Más recientemente, Hartung y sus colegas de Johns
Hopkins han estado trabajando con organoides cerebrales, del tamaño de un punto
de bolígrafo, con neuronas y otras características que prometen mantener
funciones básicas como aprender y recordar.
"Esto abre la investigación sobre cómo funciona
el cerebro humano", señala Hartung, “porque puedes empezar a manipular el
sistema, haciendo cosas que éticamente no puedes hacer con cerebros humanos".
Hartung comenzó a desarrollar y ensamblar células
cerebrales en organoides funcionales en 2012 utilizando células de muestras de
piel humana reprogramadas en un estado similar al de una célula madre
embrionaria.
Cada organoide contiene unas 50.000 células,
aproximadamente del tamaño del sistema nervioso de una mosca de la fruta. Ahora
imagina construir una computadora futurista con tales organoides cerebrales.
Las computadoras que funcionan con este
"hardware biológico" podrían comenzar en las próximas décadas a
aliviar las demandas de consumo de energía de la supercomputación que se están
volviendo cada vez más insostenibles, espera Hartung.
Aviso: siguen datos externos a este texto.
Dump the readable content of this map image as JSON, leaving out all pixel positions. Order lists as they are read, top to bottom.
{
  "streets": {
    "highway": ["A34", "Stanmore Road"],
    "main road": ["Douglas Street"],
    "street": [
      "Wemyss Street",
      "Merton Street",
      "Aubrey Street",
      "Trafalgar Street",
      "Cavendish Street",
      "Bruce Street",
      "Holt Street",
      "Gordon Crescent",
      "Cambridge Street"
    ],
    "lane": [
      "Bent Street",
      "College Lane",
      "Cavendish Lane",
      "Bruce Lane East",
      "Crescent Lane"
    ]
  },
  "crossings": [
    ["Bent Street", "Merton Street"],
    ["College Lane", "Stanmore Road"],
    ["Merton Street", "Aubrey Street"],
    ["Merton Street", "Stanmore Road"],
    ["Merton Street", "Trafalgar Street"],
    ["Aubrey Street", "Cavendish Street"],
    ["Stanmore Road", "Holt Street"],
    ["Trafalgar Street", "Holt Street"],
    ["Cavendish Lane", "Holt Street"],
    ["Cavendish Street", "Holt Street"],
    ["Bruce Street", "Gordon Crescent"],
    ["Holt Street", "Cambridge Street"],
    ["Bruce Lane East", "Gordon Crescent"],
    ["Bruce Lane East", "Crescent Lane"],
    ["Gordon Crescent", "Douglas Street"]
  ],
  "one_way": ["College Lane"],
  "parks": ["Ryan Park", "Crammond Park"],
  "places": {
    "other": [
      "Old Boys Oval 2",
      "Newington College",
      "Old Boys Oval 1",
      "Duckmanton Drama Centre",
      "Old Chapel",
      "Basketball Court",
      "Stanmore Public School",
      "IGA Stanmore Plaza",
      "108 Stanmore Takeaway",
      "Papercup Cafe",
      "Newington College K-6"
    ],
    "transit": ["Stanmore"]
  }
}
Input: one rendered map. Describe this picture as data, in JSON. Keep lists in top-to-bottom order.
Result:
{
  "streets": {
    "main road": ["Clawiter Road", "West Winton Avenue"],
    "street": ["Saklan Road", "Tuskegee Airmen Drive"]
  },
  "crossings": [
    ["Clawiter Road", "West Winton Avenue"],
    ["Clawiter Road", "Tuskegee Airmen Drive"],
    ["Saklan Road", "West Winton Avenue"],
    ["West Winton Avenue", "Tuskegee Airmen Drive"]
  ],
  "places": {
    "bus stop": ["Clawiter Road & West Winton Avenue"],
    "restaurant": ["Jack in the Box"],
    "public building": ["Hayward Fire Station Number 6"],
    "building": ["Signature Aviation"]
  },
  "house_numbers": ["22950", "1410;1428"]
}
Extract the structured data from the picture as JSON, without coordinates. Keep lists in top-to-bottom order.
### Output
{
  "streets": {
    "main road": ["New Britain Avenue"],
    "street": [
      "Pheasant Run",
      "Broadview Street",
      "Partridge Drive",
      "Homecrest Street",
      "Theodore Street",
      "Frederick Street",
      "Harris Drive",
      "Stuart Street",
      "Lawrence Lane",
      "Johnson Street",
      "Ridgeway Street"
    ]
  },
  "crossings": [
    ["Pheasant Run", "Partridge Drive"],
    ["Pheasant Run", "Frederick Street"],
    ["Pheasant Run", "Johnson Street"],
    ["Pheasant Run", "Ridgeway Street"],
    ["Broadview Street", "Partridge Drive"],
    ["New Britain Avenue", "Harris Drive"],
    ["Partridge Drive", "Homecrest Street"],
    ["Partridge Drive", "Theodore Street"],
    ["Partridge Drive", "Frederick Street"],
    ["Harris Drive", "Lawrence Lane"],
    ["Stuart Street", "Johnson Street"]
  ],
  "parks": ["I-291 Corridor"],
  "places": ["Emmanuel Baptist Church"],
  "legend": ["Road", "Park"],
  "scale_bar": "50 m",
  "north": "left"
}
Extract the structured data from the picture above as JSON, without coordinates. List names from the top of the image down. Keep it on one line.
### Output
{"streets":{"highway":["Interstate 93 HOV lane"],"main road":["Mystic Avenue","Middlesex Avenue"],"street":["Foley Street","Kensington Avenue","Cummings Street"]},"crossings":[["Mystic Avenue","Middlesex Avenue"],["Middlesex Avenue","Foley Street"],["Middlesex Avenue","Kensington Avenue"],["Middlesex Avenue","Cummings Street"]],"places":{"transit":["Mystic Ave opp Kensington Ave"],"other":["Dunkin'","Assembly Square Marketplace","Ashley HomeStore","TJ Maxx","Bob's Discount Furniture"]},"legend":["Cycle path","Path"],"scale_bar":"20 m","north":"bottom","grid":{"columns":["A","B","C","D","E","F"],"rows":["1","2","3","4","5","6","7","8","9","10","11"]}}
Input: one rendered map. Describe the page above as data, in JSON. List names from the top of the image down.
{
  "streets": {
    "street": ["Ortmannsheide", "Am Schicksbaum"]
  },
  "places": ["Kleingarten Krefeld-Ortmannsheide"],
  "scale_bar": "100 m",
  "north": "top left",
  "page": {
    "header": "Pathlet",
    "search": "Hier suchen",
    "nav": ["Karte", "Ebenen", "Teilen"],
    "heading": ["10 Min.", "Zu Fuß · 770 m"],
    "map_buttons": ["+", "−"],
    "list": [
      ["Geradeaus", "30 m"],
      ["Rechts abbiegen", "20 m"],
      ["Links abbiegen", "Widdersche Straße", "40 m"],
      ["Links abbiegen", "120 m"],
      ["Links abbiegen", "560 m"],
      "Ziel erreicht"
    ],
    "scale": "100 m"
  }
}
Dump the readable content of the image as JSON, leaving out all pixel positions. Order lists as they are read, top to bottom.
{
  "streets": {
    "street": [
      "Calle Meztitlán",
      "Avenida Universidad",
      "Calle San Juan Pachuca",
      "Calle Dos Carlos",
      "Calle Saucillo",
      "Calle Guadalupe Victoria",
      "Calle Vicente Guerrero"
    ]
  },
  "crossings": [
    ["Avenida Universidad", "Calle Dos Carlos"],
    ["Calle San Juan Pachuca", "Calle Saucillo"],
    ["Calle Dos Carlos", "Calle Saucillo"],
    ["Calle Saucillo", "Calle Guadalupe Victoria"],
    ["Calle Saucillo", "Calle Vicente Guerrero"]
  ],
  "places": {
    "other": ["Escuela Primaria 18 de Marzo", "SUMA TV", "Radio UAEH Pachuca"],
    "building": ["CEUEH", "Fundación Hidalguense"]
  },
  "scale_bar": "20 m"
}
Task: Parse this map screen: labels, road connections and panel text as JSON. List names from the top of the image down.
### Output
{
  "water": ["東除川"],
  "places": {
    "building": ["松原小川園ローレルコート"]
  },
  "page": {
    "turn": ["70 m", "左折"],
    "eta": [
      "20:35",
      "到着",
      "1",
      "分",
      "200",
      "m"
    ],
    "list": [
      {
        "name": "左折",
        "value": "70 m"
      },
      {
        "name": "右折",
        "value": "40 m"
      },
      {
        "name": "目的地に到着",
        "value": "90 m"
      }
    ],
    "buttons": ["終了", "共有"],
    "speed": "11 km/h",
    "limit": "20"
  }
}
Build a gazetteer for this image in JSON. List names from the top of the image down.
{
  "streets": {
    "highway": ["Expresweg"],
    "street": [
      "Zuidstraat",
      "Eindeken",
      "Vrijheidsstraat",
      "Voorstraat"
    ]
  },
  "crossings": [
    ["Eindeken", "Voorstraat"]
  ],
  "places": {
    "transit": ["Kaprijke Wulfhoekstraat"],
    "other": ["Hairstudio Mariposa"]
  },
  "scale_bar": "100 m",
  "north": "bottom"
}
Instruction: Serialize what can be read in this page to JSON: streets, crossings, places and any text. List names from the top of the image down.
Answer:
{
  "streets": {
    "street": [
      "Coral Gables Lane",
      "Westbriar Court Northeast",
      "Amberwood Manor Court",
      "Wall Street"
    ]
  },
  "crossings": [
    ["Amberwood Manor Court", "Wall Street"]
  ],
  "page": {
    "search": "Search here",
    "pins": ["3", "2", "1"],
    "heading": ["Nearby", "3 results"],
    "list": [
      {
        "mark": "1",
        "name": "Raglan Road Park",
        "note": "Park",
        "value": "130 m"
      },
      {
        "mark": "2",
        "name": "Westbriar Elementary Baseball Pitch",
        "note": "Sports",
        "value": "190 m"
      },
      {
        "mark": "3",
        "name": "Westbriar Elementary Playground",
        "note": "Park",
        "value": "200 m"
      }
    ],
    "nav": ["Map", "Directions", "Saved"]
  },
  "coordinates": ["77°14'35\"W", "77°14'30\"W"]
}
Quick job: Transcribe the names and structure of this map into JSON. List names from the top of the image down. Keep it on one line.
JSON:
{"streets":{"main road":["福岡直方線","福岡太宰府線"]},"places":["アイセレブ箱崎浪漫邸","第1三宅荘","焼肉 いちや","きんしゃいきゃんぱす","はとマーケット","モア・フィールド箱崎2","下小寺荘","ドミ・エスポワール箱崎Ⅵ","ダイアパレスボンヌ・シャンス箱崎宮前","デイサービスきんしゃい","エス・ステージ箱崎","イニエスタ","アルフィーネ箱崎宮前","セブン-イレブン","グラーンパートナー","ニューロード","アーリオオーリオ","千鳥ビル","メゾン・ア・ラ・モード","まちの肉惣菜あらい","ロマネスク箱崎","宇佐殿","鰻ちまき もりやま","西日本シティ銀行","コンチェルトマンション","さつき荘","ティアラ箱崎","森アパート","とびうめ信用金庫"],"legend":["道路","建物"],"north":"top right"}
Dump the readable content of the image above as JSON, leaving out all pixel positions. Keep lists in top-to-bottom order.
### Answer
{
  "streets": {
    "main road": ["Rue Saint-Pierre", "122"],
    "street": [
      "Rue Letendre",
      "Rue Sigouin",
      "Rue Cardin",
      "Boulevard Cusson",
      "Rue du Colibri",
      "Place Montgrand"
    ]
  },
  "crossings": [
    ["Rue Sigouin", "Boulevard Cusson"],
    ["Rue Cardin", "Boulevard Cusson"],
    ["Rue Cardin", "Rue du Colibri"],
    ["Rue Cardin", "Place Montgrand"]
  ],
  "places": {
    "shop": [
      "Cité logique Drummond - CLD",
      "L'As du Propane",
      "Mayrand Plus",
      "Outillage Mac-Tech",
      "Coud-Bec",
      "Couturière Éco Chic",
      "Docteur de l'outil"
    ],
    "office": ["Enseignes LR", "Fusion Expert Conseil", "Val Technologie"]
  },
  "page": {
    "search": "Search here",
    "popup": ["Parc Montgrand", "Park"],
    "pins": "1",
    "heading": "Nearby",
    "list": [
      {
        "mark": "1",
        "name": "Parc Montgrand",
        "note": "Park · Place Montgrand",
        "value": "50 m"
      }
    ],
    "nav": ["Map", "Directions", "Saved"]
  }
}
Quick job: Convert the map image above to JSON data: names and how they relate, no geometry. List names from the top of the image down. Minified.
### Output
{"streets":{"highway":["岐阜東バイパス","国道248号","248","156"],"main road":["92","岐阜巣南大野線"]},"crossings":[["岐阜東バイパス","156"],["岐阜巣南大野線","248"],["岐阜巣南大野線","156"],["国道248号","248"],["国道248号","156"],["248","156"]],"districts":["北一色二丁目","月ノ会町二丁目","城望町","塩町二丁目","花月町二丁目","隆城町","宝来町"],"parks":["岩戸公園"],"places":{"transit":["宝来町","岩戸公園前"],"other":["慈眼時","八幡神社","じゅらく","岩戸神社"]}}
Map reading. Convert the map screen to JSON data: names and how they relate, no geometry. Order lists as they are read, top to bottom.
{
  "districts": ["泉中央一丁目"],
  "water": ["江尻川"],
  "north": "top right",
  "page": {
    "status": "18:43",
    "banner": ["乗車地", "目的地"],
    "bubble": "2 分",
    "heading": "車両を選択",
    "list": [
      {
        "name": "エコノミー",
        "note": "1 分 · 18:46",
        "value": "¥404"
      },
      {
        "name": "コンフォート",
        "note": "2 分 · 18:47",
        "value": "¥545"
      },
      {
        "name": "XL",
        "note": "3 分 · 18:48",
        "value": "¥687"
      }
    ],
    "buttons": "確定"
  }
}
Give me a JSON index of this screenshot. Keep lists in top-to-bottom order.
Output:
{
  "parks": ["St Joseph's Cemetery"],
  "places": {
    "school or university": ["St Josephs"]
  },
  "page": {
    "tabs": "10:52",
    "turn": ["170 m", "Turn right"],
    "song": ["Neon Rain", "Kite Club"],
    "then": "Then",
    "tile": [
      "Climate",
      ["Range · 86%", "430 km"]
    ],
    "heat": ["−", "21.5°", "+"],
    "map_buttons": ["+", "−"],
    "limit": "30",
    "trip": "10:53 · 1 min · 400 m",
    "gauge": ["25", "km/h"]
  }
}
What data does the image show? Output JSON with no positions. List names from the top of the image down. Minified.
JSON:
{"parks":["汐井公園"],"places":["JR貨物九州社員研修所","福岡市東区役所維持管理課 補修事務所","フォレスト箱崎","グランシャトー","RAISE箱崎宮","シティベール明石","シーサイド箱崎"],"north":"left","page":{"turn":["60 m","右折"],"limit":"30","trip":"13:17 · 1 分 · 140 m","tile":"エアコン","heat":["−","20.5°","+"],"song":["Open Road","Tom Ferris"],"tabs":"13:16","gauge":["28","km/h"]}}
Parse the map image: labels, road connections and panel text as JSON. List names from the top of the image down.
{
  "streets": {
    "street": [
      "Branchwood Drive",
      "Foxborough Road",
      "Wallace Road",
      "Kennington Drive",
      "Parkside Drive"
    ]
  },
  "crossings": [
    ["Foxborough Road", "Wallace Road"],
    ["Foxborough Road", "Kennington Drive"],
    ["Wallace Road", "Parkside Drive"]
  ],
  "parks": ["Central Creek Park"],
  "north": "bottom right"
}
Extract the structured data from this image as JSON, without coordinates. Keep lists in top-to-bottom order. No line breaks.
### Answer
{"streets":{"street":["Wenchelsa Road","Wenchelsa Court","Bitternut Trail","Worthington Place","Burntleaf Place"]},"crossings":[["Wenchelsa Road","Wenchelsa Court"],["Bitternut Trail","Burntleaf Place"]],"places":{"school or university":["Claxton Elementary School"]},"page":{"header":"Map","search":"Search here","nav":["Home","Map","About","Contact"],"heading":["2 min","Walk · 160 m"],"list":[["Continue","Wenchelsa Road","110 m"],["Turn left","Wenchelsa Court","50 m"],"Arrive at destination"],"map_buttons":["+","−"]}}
Aunque las computadoras procesan cálculos que
involucran números y datos más rápido que los humanos, los cerebros son mucho
más inteligentes para tomar decisiones lógicas complejas, como distinguir un
perro de un gato.
El cerebro humano aún no tiene comparación con las
computadoras modernas, destaca Hartung, y para ilustrarlo cita a Frontier, la
supercomputadora más reciente de Kentucky, una instalación de más de 2.000
metros cuadrados que ha costado 600 millones de dólares. Solo en junio del año
pasado superó por primera vez la capacidad computacional de un solo cerebro
humano, pero usando un millón de veces más energía, enfatiza.
Podrían pasar décadas antes de que la inteligencia
organoide pueda impulsar un sistema tan inteligente como un ratón, dijo
Hartung. Pero al aumentar la producción de organoides cerebrales y entrenarlos
con inteligencia artificial, prevé un futuro en el que las biocomputadoras
admitan velocidades de computación, potencia de procesamiento, eficiencia de
datos y capacidades de almacenamiento superiores.
"Tomará décadas antes de que logremos el
objetivo de algo comparable a cualquier tipo de computadora", dijo
Hartung. "Pero si no empezamos a crear programas de financiación para
esto, será mucho más difícil".
La inteligencia organoide también podría
revolucionar la investigación de pruebas de medicamentos para los trastornos
del neurodesarrollo y la neurodegeneración, comenta Lena Smirnova, que codirige
las investigaciones. "Queremos comparar organoides cerebrales de donantes
típicamente desarrollados versus organoides cerebrales de donantes con
autismo", dijo Smirnova.
"Las herramientas que estamos desarrollando
hacia la computación biológica son las mismas herramientas que nos permitirán
comprender los cambios en las redes neuronales específicas del autismo, sin
tener que usar animales o acceder a los pacientes, para que podamos comprender
los mecanismos subyacentes de por qué los pacientes tienen esta cognición con
problemas y deficiencias", añade.
Para evaluar las implicaciones éticas de trabajar
con la inteligencia de los organoides, se incorporó al equipo un consorcio de
científicos especializados en bioética y de representantes sociales. Pronto
tendremos más noticias de estos desarrollos, aseguran los investigadores.